» **Assignment**
The stretch wanted below opens at the line containing "M480,599L512,645L477,669L445,624Z" and closes at the line containing "M390,1040L451,1098L408,1143L347,1085Z". Please return it exactly, with no other lines.

Records from a collection:
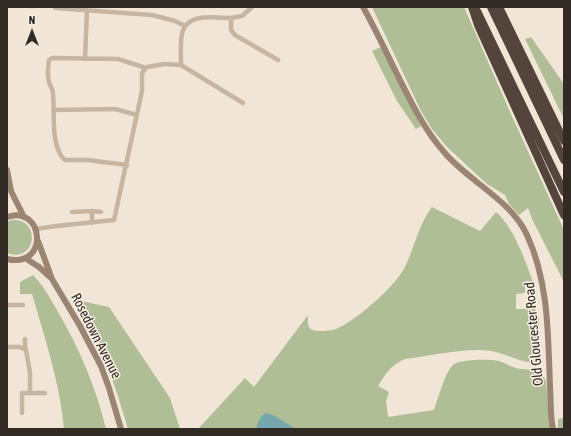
<!DOCTYPE html>
<style>
body{margin:0}
#map{position:relative;width:571px;height:436px;overflow:hidden;background:#f0e5d6;font-family:"Asap Condensed",sans-serif}
canvas{display:block}
.frame{position:absolute;inset:0;border:8px solid #322a25;pointer-events:none}
.north{position:absolute;left:12px;top:12px;width:40px;height:40px;-webkit-text-stroke:3px #f8efe2;paint-order:stroke;rotate:0deg;font-size:11px;font-weight:700;line-height:16px;text-align:center;color:#322a25}
.north::after{content:'';display:block;margin:auto;width:14px;height:18px;background:#322a25;clip-path:polygon(50% 0,100% 100%,50% 72%,0 100%)}
</style>
<div id="map">
<canvas width="571" height="436"></canvas>
<div class="frame"></div>
<div class="north">N</div>
</div>
<script>
const ctx = document.querySelector('canvas').getContext('2d');
ctx.lineJoin = 'round';
function fillPath(path, color) {
  ctx.fillStyle = color;
  ctx.fill(path, 'evenodd');
}
function trace(path, color, width, dash) {
  ctx.strokeStyle = color;
  ctx.lineWidth = width;
  ctx.lineCap = dash ? 'butt' : 'round';
  ctx.setLineDash(dash || []);
  ctx.stroke(path);
}
function write(font, color, halo, rows, align = 'center') {
  ctx.font = font + ' "Asap Condensed",sans-serif';
  ctx.lineWidth = 3;
  ctx.setLineDash([]);
  ctx.textBaseline = 'middle';
  ctx.strokeStyle = halo;
  ctx.fillStyle = color;
  for (const [text, x, y, turn = 0] of rows) {
    ctx.save();
    ctx.translate(x, y);
    ctx.rotate((+turn || 0) * Math.PI / 180);
    ctx.textAlign = isNaN(turn) ? turn : align;
    if (halo) ctx.strokeText(text, 0, 0);
    ctx.fillText(text, 0, 0);
    ctx.restore();
  }
}
fillPath(new Path2D(`
 M372 7H464L510 112 564 230V282L533 221 528 208 519 215 509 204 505 195 487 184 447 147 432 129 421 111Z
 M531 37 564 84V119L525 39Z
 M381 47 421 126 416 129 397 101 372 51Z
 M432 207 480 231 496 212C513 226 526 262 533 282V284L525 281V293L516 294V309H535L539 318V363C522 364 508 354 491 351 468 347 430 356 405 359 391 365 386 373 378 386L389 392 386 401 388 417 434 410C438 399 445 372 453 365 459 359 491 359 499 361 506 363 514 369 522 369 529 370 536 369 542 374L546 381 550 429H198L245 378 254 387 308 315C307 329 309 331 323 331 328 331 336 330 340 327 360 317 397 285 406 265 415 245 419 224 432 207Z
 M11 220C41 217 38 264 7 253V222Z
 M33 275C43 285 50 298 57 310 79 348 96 387 106 429H64C60 383 45 339 32 294H20V282Z
 M76 300 109 307 170 398 180 429H128L118 396 98 340Z
 M564 418V429H558V419Z`), '#afbe97');
fillPath(new Path2D(`
 M267 413 273 415 296 429H256C258 422 260 415 267 413Z`), '#76a7ac');
trace(new Path2D(`
 M55 8 152 15 175 21 185 26
 M231 18 242 16 252 7
 M85 59 87 10
 M181 65C181 55 180 44 182 34 186 12 215 18 231 18V30L235 35 278 60
 M54 110 115 109 137 115
 M127 165 88 160H65C50 147 55 113 53 94 53 89 50 86 49 82 47 75 48 67 49 60L52 58 118 59 146 68
 M92 211 101 212
 M72 212 92 211V223
 M36 229 56 226 114 220 142 91V73L147 67 164 64 181 65 243 103
 M7 305H23
 M25 339V348
 M7 347H20L26 350 30 373V393
 M22 413V393H45`), '#c7b5a3', 4.5);
trace(new Path2D(`
 M363 7C375 28 385 50 396 72 410 100 423 128 444 152 468 181 511 200 527 235 549 283 548 335 550 387 551 401 550 415 553 429
 M7 170 11 191 24 217
 M7 217C44 204 50 269 7 259
 M38 241 52 279 80 326 101 366 109 388 121 429
 M25 258 39 267 50 277`), '#9a8474', 6);
trace(new Path2D(`
 M472 7 478 25 564 215
 M491 7 564 160
 M499 7 564 141
 M477 11 564 192`), '#53443c', 8);
write('14px', '#322a25', '#f8efe2', [
 ["Old Gloucester Road",534,334,-95],
 ["Rosedown Avenue",96,336,63]
]);
</script>
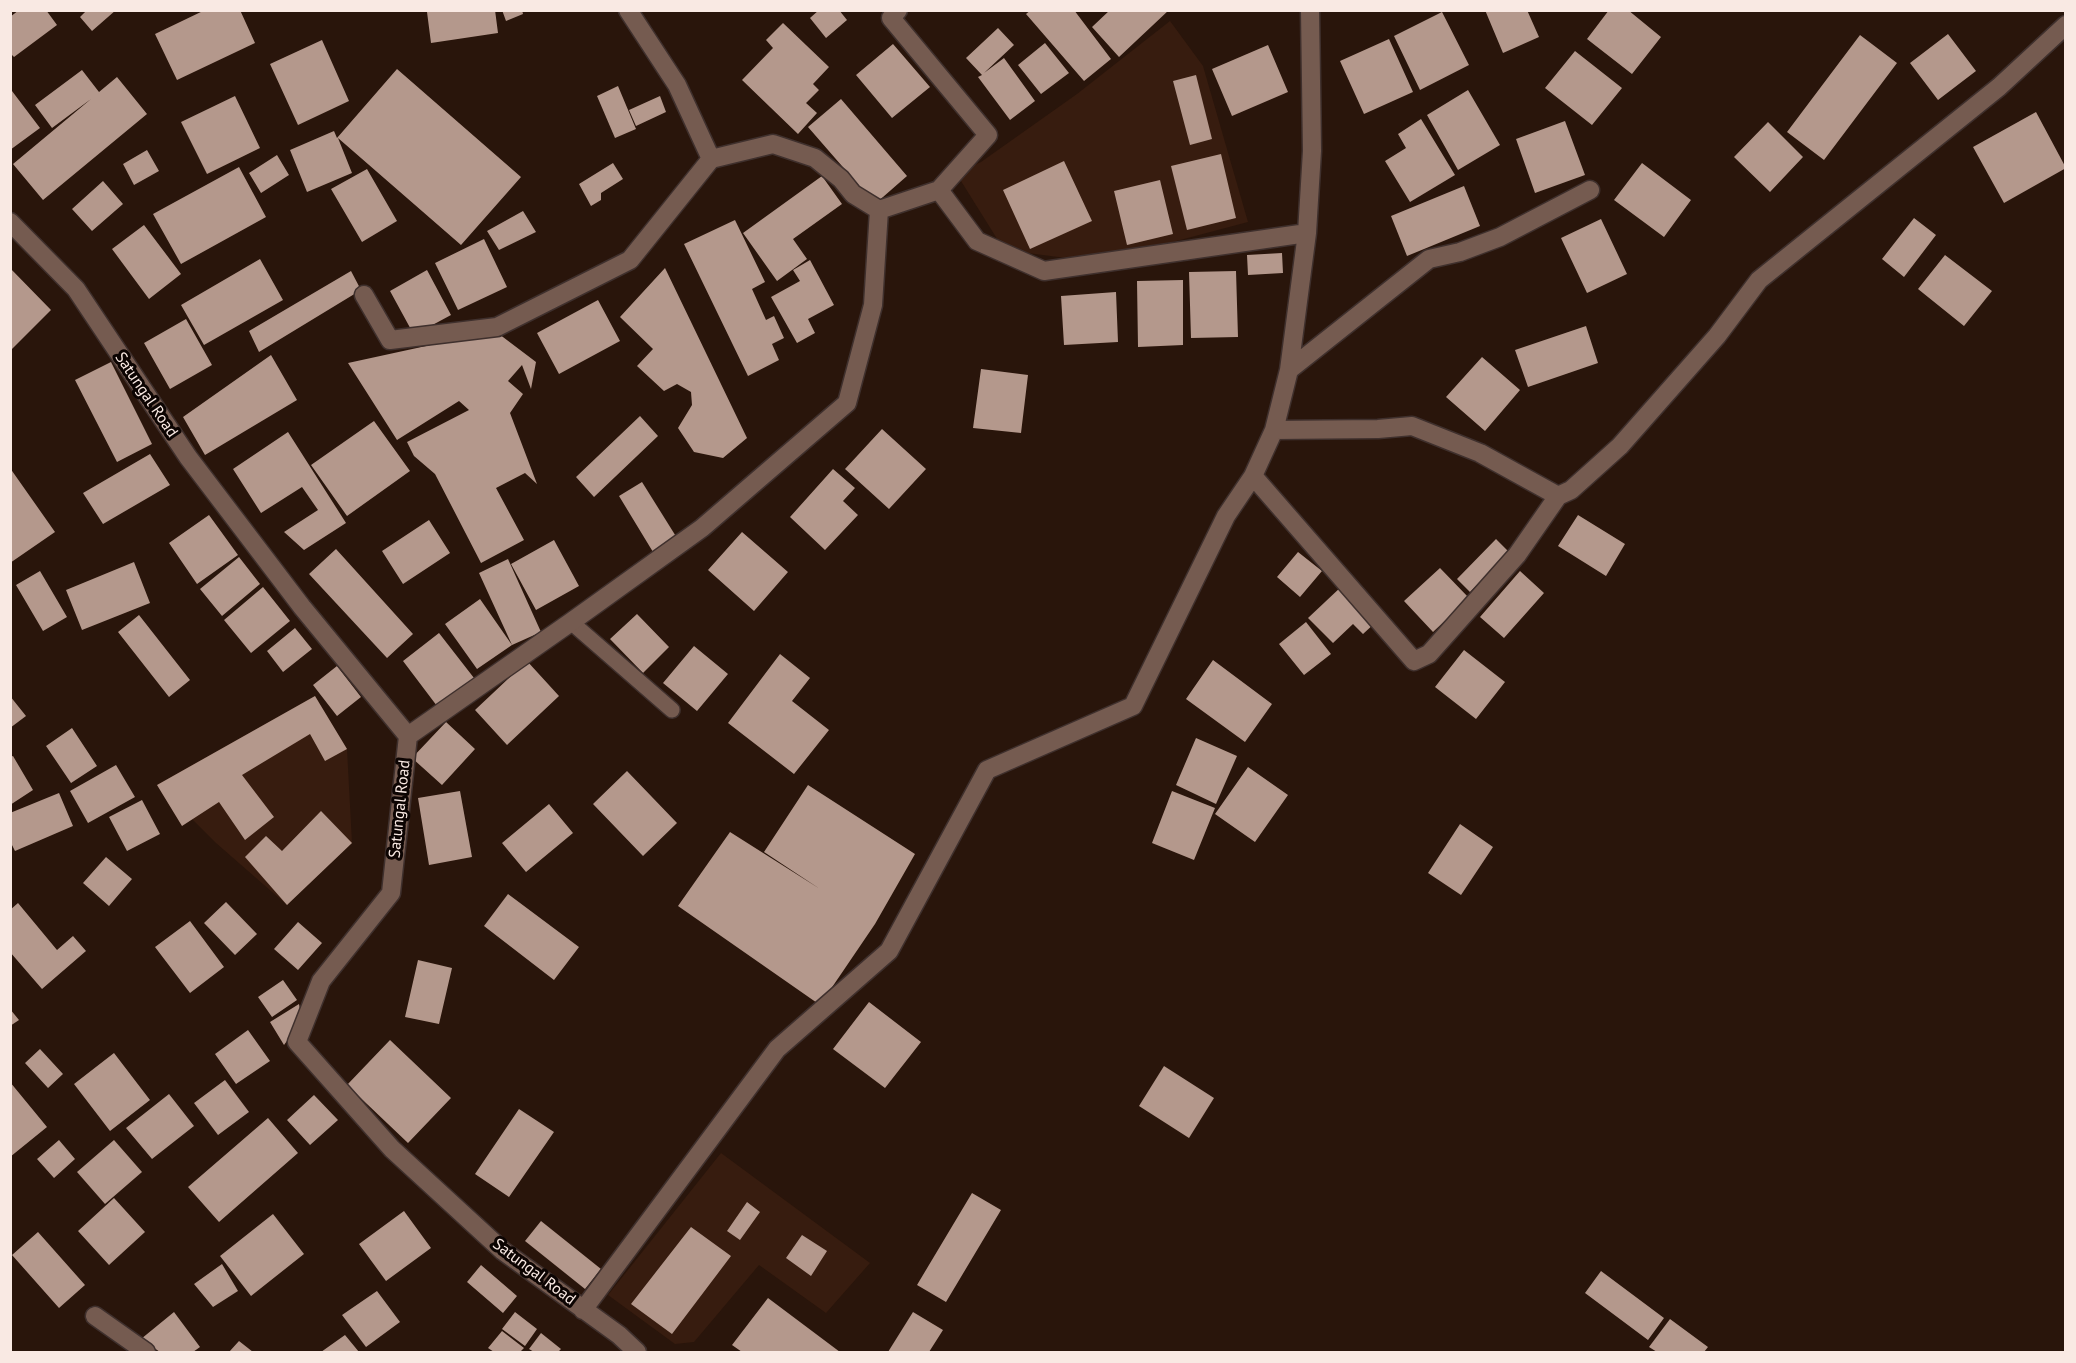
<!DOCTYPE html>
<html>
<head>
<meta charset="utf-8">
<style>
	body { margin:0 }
	#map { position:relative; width:2076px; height:1363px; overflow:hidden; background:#29150b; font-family:"PT Sans",sans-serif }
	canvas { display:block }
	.frame { position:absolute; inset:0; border:12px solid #f9e9e3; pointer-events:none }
</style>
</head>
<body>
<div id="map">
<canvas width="2076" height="1363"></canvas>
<div class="frame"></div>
</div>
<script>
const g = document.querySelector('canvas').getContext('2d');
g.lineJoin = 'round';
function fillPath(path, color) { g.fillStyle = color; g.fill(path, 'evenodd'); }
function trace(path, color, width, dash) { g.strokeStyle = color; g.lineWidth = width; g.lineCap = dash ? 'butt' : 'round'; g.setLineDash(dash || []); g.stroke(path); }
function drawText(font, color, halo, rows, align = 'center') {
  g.font = font + ' "PT Sans",sans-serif'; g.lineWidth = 6; g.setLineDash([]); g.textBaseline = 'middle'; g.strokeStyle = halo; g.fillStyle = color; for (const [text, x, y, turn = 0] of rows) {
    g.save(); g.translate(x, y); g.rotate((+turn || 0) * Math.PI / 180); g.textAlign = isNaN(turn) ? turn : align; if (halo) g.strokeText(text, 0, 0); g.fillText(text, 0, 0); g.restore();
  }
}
fillPath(new Path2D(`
	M1170,21L1203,66L1248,222L1165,244L1074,259L1004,250L956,173L981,162L1077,94Z
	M315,696L347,749L352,843L287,905L216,843L190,817L182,826L157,785Z
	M721,1153L870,1263L826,1313L759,1265L694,1342L675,1344L608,1295Z`), '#371c0f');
fillPath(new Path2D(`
	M19,10H46L57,25L14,57L10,53V17Z
	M87,10H116L92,31L80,17Z
	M205,10H240L255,43L177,80L155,34Z
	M440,10H495L498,33L431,43L427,12Z
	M502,10H522L523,14L506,21Z
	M819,10H839L847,20L826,38L810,18Z
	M1031,10H1074L1111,59L1084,81L1026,14Z
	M1110,10H1169L1119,57L1092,27Z
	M1485,10H1527L1539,37L1503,53Z
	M1609,10H1628L1661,37L1632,74L1587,39Z
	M1442,12L1469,65L1420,90L1394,36Z
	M783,23L829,67L813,84L819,90L806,103L817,113L798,134L742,80L773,48L766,40Z
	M998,28L1014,45L984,73L1004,58L1035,101L1010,120L978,77L982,75L966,58Z
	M1948,34L1976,71L1938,100L1910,63Z
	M1860,35L1897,63L1824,160L1787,132Z
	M1389,39L1413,92L1364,114L1340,61Z
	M322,40L349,101L298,125L270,64Z
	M1045,43L1069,73L1041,94L1018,65Z
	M893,44L930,87L892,118L856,75Z
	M1268,45L1288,92L1232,116L1212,69Z
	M1575,51L1622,88L1592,125L1545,88Z
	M397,69L521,177L461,245L338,138L352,173L307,192L290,150L334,131L337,138Z
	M82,70L99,92L117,77L147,114L43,200L13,164L91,99L52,128L35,105Z
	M1196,75L1212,139L1190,145L1173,81Z
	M618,86L636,129L615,138L597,96Z
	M1468,90L1500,145L1458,170L1427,115Z
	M12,91L40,128L10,150V93Z
	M235,96L260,148L207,174L181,122Z
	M660,96L666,112L636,126L629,110Z
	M841,99L907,176L875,204L808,127Z
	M2036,112L2066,168L2004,203L1973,147Z
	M1421,119L1455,175L1410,202L1385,161L1406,148L1398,134Z
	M1565,121L1585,175L1535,193L1516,139Z
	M1768,122L1803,157L1770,192L1734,157Z
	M147,150L159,171L134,185L123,164Z
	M1221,154L1236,218L1187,230L1171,166Z
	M277,155L289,175L261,193L249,173Z
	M1064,161L1092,221L1030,249L1003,190Z
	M613,163L623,179L601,193V200L591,206L579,184Z
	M1642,163L1691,200L1664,237L1614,200Z
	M239,167L266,217L181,264L153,214Z
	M367,169L397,221L362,242L331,189Z
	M822,176L842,204L793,239L807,259L777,281L743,233Z
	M1160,180L1173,234L1127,245L1114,191Z
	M103,181L123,204L92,231L72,209Z
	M1464,186L1480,226L1407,256L1391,216Z
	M523,211L536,232L499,250L487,231Z
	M1914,218L1936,235L1904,277L1882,259Z
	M1601,219L1627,274L1587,293L1561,238Z
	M735,220L765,282L752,289L766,320L774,316L784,338L772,344L779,360L748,376L684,244Z
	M144,225L181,274L149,299L112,249Z
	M484,239L507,287L458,310L435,263Z
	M1282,253L1283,273L1248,275L1247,255Z
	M1945,255L1992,291L1964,326L1918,289Z
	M260,259L283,300L204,345L181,305Z
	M810,260L834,305L808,319L815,333L797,343L771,297L800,281L793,270Z
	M10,268L51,310L10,351Z
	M665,268L747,438L723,458L694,452L678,428L692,405L691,392L677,384L664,391L637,366L653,349L620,317Z
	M427,270L451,315L414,335L390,291Z
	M351,271L361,290L259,352L249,331Z
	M1236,271L1238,337L1191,338L1189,272Z
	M1183,280V345L1138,347L1137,281Z
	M1116,292L1118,342L1064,345L1061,296Z
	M598,300L620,341L559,374L537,333Z
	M186,319L212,365L170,389L144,343Z
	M1586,326L1598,363L1528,387L1515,350Z
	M495,331L536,362L531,389L522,365L508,381L523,394L510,413L537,484L525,473L496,488L524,540L481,563L435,474L414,456L407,442L469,410L459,401L397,440L348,363Z
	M271,355L297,400L205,455L183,417Z
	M1482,357L1520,390L1485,431L1446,397Z
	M111,362L152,444L117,462L75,380Z
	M981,369L1028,375L1021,433L973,428Z
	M640,416L658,436L594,497L576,477Z
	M374,421L410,471L347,516L311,465Z
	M882,429L926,469L889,509L845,469Z
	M288,432L346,523L304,550L284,532L318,510L302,487L261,513L233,469Z
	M150,454L170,485L103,524L83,493Z
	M10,468L55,532L10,563Z
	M833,469L855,488L843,501L858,515L825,550L790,517Z
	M642,482L677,538L653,552L619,496Z
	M209,515L238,555L197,584L169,543Z
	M1578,515L1625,544L1606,576L1558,546Z
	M429,520L450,553L403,584L382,551Z
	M742,532L788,572L754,611L708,570Z
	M1496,539L1509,552L1470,592L1457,579Z
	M554,540L579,586L536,610L511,564Z
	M336,549L413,634L387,658L309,574Z
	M1298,552L1322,571L1300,597L1277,577Z
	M239,557L260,584L222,616L200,589Z
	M508,559L541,632L512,645L479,573Z
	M134,562L150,603L82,630L66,590Z
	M1440,568L1469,598L1433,632L1404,601Z
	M40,571L67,617L43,631L16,585Z
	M1520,571L1544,593L1504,638L1480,617Z
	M1342,586L1376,622L1363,634L1353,624L1333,643L1308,618Z
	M263,587L290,621L251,653L224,620Z
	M480,599L512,645L477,669L445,624Z
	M637,614L669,647L643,673L610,639Z
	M139,615L190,680L169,697L118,632Z
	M1306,622L1331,654L1304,675L1279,644Z
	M295,628L312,649L283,672L267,651Z
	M439,633L474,678L437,706L403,661Z
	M694,646L728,674L697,711L663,683Z
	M1464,650L1505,682L1476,719L1435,687Z
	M780,654L810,678L792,701L829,730L794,774L728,723Z
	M1213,660L1272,704L1245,742L1186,699Z
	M527,661L559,696L507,745L475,710Z
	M337,666L361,697L337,716L313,685Z
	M10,696L26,716L10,728Z
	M315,696L347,749L325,761L310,734L242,775L274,817L245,840L219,802L182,826L157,785Z
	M446,722L475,749L442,785L412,758Z
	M72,728L97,766L71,783L46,746Z
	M1196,738L1237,756L1216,804L1176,785Z
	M13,756L33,790L10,805V757Z
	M116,765L135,797L88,823L70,791Z
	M1248,767L1288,795L1255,842L1215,814Z
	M627,771L677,823L643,856L593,804Z
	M808,785L915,854L875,924L820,1005L678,906L730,832L820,889L764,852Z
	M460,791L472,857L429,865L418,798Z
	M1172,791L1215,808L1194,860L1152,843Z
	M59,793L73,826L15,851L10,841V813Z
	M142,800L160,834L127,851L109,817Z
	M549,804L573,833L526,872L502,843Z
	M321,811L352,843L287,905L245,857L266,836L282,851Z
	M1460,824L1493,847L1461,895L1428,873Z
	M106,857L132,879L109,906L83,883Z
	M508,894L579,947L554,980L484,926Z
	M226,902L257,934L235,955L204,923Z
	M18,903L57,950L73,936L86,951L42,989L10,952V910Z
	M190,921L224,967L190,993L155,947Z
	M298,922L322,943L298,970L274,949Z
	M418,960L452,968L439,1024L405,1017Z
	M283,980L297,1000L272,1017L258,997Z
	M869,1002L921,1042L885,1088L833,1049Z
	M299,1004L302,1020L284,1045L270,1022Z
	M10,1009L19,1020L10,1026Z
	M248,1030L270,1061L236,1084L215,1054Z
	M390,1040L451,1098L408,1143L347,1085Z
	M40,1049L63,1074L48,1088L25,1063Z
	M114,1053L150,1100L110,1131L74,1084Z
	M1164,1066L1214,1098L1189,1138L1139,1106Z
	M225,1080L249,1112L218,1135L194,1103Z
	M10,1082L47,1127L10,1157Z
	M169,1094L194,1126L152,1159L126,1128Z
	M314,1095L338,1120L310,1145L287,1120Z
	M519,1109L554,1132L509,1197L475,1174Z
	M268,1118L298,1153L219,1222L188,1187Z
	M59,1140L75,1159L54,1178L37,1159Z
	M114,1140L142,1172L105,1204L77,1172Z
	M972,1193L1001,1210L946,1302L917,1285Z
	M114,1198L145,1232L109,1265L78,1231Z
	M747,1202L760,1212L740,1240L727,1231Z
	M404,1211L431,1248L386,1281L359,1244Z
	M273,1214L304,1254L251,1296L220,1256Z
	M541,1221L601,1269L585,1289L525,1241Z
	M691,1227L731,1256L672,1334L631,1304Z
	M38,1232L85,1285L59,1308L12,1255Z
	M802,1235L827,1251L811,1276L786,1258Z
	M222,1264L238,1291L213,1307L194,1284Z
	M481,1265L517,1296L503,1313L467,1282Z
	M1601,1271L1664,1318L1648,1340L1585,1293Z
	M377,1291L400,1322L366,1347L342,1315Z
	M768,1298L840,1352H742L732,1345Z
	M174,1312L200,1347L193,1352H160L141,1339Z
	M515,1312L537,1329L525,1346L502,1329Z
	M913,1312L943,1330L929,1352H888Z
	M1670,1319L1708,1347L1704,1352H1657L1649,1347Z
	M502,1331L524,1348L520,1352H494L488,1348Z
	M541,1333L561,1349L558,1352H534L529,1349Z
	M345,1335L359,1352H321Z
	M239,1341L253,1352H229Z`), '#b4988c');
const lane = new Path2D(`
	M571,622L672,710`);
const street = new Path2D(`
	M628,10L677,85L711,159L773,144L815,158L841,179L853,194L879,210
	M939,190L977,241L1044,271L1307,233L1312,151L1310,10
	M879,210L939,190L988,135L891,18L898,10
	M10,222L76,289L188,457L302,607L408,736L391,893L321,981L297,1042L392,1149L503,1251L619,1335L637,1352
	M364,295L390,340L497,327L630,260L711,159
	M1289,370L1429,259L1460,252L1500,237L1590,190
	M1253,476L1414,661L1429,654L1517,555L1558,496L1480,453L1412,426L1378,429L1274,430
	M1558,496L1571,490L1620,446L1717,336L1759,280L1999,87L2066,25
	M408,736L571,622L702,528L847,403L873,305L879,210
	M583,1310L777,1049L889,951L987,770L1133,706L1226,516L1253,476L1274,430L1289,370L1307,233
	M95,1316L146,1352`);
trace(lane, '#3f302d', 18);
trace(street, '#3f302d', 21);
trace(lane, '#755b50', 15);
trace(street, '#755b50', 18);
drawText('16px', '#f9e9e3', '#0c0402', [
	["Satungal Road",146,395,56],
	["Satungal Road",400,809,-84],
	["Satungal Road",534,1272,37]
]);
</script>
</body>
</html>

» **Exercise result**
	M480,599L512,645L477,669L445,624Z
	M637,614L669,647L643,673L610,639Z
	M139,615L190,680L169,697L118,632Z
	M1306,622L1331,654L1304,675L1279,644Z
	M295,628L312,649L283,672L267,651Z
	M439,633L474,678L437,706L403,661Z
	M694,646L728,674L697,711L663,683Z
	M1464,650L1505,682L1476,719L1435,687Z
	M780,654L810,678L792,701L829,730L794,774L728,723Z
	M1213,660L1272,704L1245,742L1186,699Z
	M527,661L559,696L507,745L475,710Z
	M337,666L361,697L337,716L313,685Z
	M10,696L26,716L10,728Z
	M315,696L347,749L325,761L310,734L242,775L274,817L245,840L219,802L182,826L157,785Z
	M446,722L475,749L442,785L412,758Z
	M72,728L97,766L71,783L46,746Z
	M1196,738L1237,756L1216,804L1176,785Z
	M13,756L33,790L10,805V757Z
	M116,765L135,797L88,823L70,791Z
	M1248,767L1288,795L1255,842L1215,814Z
	M627,771L677,823L643,856L593,804Z
	M808,785L915,854L875,924L820,1005L678,906L730,832L820,889L764,852Z
	M460,791L472,857L429,865L418,798Z
	M1172,791L1215,808L1194,860L1152,843Z
	M59,793L73,826L15,851L10,841V813Z
	M142,800L160,834L127,851L109,817Z
	M549,804L573,833L526,872L502,843Z
	M321,811L352,843L287,905L245,857L266,836L282,851Z
	M1460,824L1493,847L1461,895L1428,873Z
	M106,857L132,879L109,906L83,883Z
	M508,894L579,947L554,980L484,926Z
	M226,902L257,934L235,955L204,923Z
	M18,903L57,950L73,936L86,951L42,989L10,952V910Z
	M190,921L224,967L190,993L155,947Z
	M298,922L322,943L298,970L274,949Z
	M418,960L452,968L439,1024L405,1017Z
	M283,980L297,1000L272,1017L258,997Z
	M869,1002L921,1042L885,1088L833,1049Z
	M299,1004L302,1020L284,1045L270,1022Z
	M10,1009L19,1020L10,1026Z
	M248,1030L270,1061L236,1084L215,1054Z
	M390,1040L451,1098L408,1143L347,1085Z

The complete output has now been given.